Apple had what, 11 years, 12 years of the App Store now? It's not coming. I mean there's other things that are even more scary on the horizon. We've got Apple Arcade, and Apple Arcade is interesting from a consumer perspective, You pay $5 a month and you get all these games from lots of developers. You don't need to get any other games. If they did something similar for apps where does that leave us? If for another $5 you get the best of the App Store and if you're not in that group, well that's your income gone because everybody's going to go for this thing. But if you are in that group, what does your income look like then?

I don't think we know what the contracts are like for Apple Arcade. I think I've heard from some people that it's actually pretty good or the Apple's acting as a publisher paying for development or something that. But for an app where you're in it for the long haul I'm not sure how well it would work. But that's the kind of thing that keeps me up at night. How is this going to work?

Right now our app developer income is down like everybody else's income. The last few years have been pretty good, and I don't know if that's because I was saying their income was going down, but it's like for developers where it's marginal as to whether they're making a profit or not, a 50% loss of income could be the difference between whether it's a sustainable business or not very easily. You know, even 10% can make that difference.

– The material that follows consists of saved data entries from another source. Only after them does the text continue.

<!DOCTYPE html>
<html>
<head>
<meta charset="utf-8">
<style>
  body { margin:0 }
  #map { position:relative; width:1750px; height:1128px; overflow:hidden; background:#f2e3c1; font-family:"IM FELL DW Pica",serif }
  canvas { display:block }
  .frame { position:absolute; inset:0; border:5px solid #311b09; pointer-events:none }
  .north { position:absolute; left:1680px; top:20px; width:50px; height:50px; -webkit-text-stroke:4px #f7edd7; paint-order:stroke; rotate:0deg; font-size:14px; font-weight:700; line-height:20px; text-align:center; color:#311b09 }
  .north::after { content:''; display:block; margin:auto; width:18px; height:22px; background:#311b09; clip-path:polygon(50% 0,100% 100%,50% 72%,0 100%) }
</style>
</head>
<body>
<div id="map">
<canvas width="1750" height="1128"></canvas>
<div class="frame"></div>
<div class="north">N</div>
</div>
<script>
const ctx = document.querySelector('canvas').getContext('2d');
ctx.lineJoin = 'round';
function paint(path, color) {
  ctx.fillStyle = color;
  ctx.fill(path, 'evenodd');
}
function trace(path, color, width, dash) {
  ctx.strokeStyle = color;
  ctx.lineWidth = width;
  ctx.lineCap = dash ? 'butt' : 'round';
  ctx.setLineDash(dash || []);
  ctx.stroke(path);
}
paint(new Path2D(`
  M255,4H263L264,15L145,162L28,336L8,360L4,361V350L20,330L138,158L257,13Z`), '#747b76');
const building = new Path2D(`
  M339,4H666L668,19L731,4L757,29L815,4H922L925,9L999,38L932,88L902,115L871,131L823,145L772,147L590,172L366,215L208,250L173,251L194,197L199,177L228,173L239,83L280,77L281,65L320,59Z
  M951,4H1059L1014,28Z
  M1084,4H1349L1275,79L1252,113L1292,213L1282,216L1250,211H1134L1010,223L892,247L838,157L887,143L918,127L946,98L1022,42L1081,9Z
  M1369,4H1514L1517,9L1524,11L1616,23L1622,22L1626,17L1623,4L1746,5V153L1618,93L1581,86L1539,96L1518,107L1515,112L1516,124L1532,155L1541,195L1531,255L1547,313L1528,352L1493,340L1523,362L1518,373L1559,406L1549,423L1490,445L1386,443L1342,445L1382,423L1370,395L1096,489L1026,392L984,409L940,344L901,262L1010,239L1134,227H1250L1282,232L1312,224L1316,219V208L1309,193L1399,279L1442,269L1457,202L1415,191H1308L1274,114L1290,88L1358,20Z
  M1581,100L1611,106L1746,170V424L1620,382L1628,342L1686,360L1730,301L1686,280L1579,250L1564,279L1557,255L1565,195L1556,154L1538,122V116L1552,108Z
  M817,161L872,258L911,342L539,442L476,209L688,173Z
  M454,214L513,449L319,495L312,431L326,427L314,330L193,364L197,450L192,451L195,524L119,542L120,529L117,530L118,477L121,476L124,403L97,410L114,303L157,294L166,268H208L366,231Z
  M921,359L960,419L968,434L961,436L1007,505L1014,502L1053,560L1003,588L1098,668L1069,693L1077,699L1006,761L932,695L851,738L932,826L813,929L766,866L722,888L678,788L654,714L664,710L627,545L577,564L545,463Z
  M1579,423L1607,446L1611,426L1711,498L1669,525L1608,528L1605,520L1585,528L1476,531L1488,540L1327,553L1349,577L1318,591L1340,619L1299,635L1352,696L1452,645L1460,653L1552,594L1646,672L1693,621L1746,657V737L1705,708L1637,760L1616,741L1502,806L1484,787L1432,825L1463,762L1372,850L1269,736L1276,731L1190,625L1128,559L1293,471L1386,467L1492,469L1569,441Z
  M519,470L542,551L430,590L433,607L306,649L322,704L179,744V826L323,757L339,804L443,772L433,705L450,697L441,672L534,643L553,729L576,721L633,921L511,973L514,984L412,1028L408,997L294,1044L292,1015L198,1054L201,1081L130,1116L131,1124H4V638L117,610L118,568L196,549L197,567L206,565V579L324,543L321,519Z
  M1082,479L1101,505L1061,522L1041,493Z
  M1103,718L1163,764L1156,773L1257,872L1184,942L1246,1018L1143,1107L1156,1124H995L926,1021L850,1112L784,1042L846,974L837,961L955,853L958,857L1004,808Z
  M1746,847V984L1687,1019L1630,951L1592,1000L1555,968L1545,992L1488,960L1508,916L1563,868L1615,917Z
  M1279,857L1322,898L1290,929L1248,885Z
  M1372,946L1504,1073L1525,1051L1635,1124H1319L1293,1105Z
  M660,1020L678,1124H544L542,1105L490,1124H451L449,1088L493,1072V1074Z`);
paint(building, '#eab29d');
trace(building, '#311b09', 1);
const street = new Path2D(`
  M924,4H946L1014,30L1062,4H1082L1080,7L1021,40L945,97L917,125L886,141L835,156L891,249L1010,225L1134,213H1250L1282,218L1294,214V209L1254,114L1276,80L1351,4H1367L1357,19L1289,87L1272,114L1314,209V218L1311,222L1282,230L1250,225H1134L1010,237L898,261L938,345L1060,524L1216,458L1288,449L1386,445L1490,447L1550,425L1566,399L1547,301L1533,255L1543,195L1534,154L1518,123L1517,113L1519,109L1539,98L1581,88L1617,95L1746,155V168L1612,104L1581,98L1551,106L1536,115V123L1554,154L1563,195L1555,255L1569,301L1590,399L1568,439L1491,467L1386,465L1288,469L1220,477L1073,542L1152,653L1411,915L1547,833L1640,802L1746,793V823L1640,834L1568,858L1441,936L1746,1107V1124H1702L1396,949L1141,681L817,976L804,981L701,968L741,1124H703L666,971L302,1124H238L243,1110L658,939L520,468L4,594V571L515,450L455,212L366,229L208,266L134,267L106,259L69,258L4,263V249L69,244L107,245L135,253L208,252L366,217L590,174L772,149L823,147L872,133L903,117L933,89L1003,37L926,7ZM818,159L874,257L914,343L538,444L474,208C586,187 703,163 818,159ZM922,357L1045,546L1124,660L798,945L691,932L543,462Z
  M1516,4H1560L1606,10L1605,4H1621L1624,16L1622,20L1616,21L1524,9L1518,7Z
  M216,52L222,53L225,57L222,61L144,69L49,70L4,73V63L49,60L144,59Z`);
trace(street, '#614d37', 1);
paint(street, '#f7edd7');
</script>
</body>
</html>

Paul Hudson: I think the gap is that with Apple Arcade, how many platform games could you have? The answer is quite a few. How many racing games? Quite a few. How many shoot em up games? Quite a few. You wouldn't mind buying 10 or 20 of them. No one's going to say. “Yeah, I'm really glad I have four calculator apps on my phone.” You'd have one app and you'd stick with that one app or the one weather app or the one camera app you use. I have Halide, I have PCalc, I have Dark Sky. The apps I use, I'm not going to jump around too much between them.

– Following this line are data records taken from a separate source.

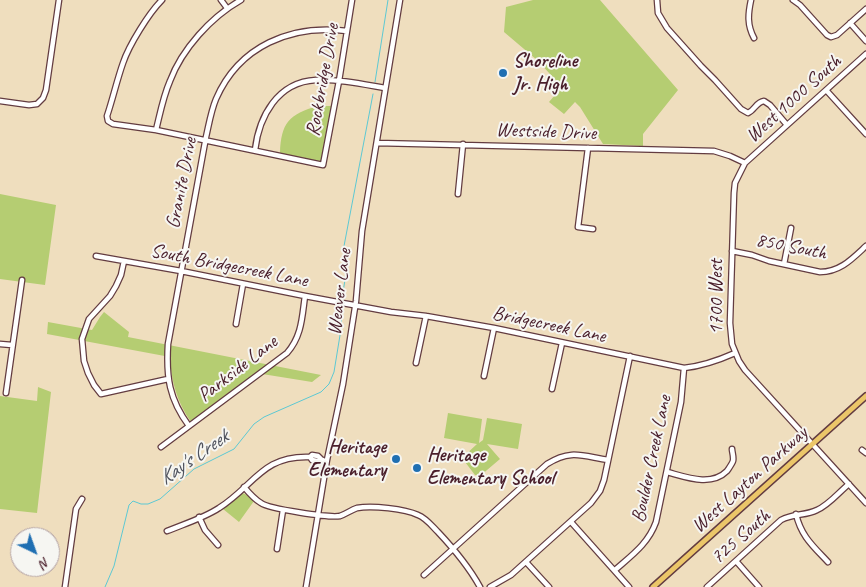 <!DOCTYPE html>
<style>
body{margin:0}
#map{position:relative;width:866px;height:587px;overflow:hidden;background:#efdebe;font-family:Caveat,sans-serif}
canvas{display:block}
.north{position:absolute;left:10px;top:527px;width:50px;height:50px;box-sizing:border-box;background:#f6f6f2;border:1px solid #b1a0a2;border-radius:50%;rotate:138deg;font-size:14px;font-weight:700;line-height:20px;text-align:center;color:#4a1f2b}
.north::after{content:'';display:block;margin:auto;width:18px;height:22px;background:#1f6fb2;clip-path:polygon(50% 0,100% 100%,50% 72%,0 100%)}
</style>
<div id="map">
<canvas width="866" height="587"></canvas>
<div class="north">N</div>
</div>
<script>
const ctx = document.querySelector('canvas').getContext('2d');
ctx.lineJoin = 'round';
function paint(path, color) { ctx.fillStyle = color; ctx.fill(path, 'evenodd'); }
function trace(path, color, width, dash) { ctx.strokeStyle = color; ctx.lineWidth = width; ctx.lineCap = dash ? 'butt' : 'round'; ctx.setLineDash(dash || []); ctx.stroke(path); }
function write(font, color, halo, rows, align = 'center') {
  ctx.font = font + ' Caveat,sans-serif'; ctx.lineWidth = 4; ctx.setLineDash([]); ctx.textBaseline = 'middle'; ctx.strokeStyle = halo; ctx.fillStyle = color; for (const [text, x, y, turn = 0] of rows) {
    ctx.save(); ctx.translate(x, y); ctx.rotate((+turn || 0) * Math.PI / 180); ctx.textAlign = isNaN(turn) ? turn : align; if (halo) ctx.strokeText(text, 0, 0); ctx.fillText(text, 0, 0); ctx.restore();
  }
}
paint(new Path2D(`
 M533 0H600L678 90 643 134V146L603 144 580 107 575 102 564 114 549 102 561 88H563L537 60 504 32 506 7Z
 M318 106H332L321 162 280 153C281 123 289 114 318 106Z
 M0 194 56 205 45 285 0 279Z
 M104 312 129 332 128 337 321 375 312 382 256 373 191 422C177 402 171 381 170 357L47 334 48 322 92 330 100 317Z
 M38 387 51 392 37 513 0 509V396L37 401Z
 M448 413 482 419 479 443 483 440 487 418 522 424 518 449 487 444 500 459 480 476 475 475 462 458 477 444 444 438Z
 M242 493 245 494 254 501 239 522 223 509Z`), '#b5cd72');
trace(new Path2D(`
 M375 82 388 0
 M342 298 346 274 344 246 373 94
 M105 587 114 566 129 505 133 501 141 504H148L160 499 194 469 234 449 254 424 264 417 321 392 329 384 334 372 341 329 342 310`), '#5cc8d3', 1);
const minor = new Path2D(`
 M162 0C149 13 129 45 123 63 117 80 113 98 107 116L108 121 113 124 156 130 323 165 339 81 352 0
 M221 0 227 8
 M657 0 658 13 667 28 701 66 715 80 741 109 748 113C755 110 756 102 764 101L770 105 787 125
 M751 0C748 14 747 25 754 38
 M793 0 800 5 827 35 831 37 837 35 866 9
 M850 23 866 41
 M866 54 745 163 735 183 734 193 730 323 732 344 739 361 745 370 866 503
 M826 90 866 134
 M0 101 29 105 37 104 43 98 46 90 59 0
 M156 130C160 114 163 97 170 81 182 49 211 17 241 0
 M377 143 714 151 730 156 745 163
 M588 148 578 227 593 229
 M255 150C259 117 277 82 316 80 339 79 362 84 385 88
 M458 194 463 144
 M732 251 752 255 769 261 820 272C840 272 852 259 866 246
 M96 256 181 271 305 296 391 312 426 316 494 328 684 368C703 366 717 361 735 353
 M124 261 121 275 116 286 110 296 89 319 82 339 84 361 88 373 94 385 101 394 168 379
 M784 264 791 228
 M236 324 243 284
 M0 344 12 345
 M416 363 426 316
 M484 376 494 328
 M552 389 562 343
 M6 393 22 280
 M189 426C169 399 166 377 168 344L206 137C209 124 211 111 216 99 239 46 291 24 347 31
 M161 447 287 353C302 336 302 317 305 296
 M862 450 866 453
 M310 457 312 460 317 461 323 460
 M667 472C686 477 711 487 727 471 729 468 732 464 733 461 734 457 732 452 732 449
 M244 487C249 493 254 499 261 503 269 509 330 518 340 516 346 514 351 510 357 508 372 505 405 509 418 515 426 518 432 526 438 532 454 549 469 567 480 587
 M796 514C801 536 813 546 828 562
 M199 517 205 530 218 545
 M571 522 629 587
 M167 531C184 524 204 518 219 508 254 486 262 455 310 457L312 455 318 456 321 459
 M277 549 283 510
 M736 561 759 587
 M526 562 549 587
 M615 570C632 555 648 544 656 522L681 402 684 368
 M424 575 547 464C571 449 582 456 608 460
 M65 587 76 509 82 499
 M306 587 327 460 343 384 356 301 362 231 400 0
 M490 587 511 575 591 503 600 491 604 480 630 356
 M707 587 781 520C794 513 805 516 817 510 829 505 839 492 849 484`);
const major = new Path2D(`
 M653 587 866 396`);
trace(minor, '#633c41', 7);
trace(major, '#633c41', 8);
trace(minor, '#fff', 4.5);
trace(major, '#ebc669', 5);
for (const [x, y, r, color] of [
 [503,73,5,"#1f6fb2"],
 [396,459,5,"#1f6fb2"],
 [417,468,5,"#1f6fb2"]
]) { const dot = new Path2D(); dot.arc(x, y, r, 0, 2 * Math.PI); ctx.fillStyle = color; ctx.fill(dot); trace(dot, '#f6f6f2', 2); }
write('bold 20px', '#4a1f2b', '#f6f6f2', [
 ["Shoreline",513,62],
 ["Jr. High",513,85],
 ["Heritage",386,448,"right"],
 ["Elementary",386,471,"right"],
 ["Heritage",427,456],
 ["Elementary School",427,479]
], 'left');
write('20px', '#4a1f2b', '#f6f6f2', [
 ["Rockbridge Drive",323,80,-80],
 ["West 1000 South",794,99,-42],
 ["Westside Drive",546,132,2],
 ["Granite Drive",182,183,-79],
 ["850 South",791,247,11],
 ["South Bridgecreek Lane",229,266,11],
 ["Weaver Lane",340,292,-83],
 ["1700 West",717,297,-90],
 ["Bridgecreek Lane",549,325,12],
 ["Parkside Lane",238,369,-38],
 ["Boulder Creek Lane",652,459,-78],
 ["West Layton Parkway",750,480,-42],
 ["725 South",741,537,-41]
]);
write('italic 21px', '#4f525d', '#f6f6f2', [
 ["Kay's Creek",194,458,-35]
]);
</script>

“We talked about a number of different ways of getting visibility, but if it did go to that overall subscribing model, you could see just whole product categories just getting wiped out.”

James Thomson: Yeah, but you could then see in that situation maybe then it comes down to you have to be the one that's in that situation. Well I would hope it would be me.

Paul Hudson: Who else would it be?

James Thomson: Well then that's the thing. I sound like the BBC – “other calculators are available.” There are other things that work better for other people. PCalc's not a graphing calculator. It's not an expression-based calculator and there are people who need something like that and there are better products out there for doing that. I'm in a particular niche. For any one product, there are lots of different versions on the App Store for it and it's hard to get that visibility. We talked about a number of different ways of getting visibility, but if it did go to that overall subscribing model you could see just whole product categories just getting wiped out.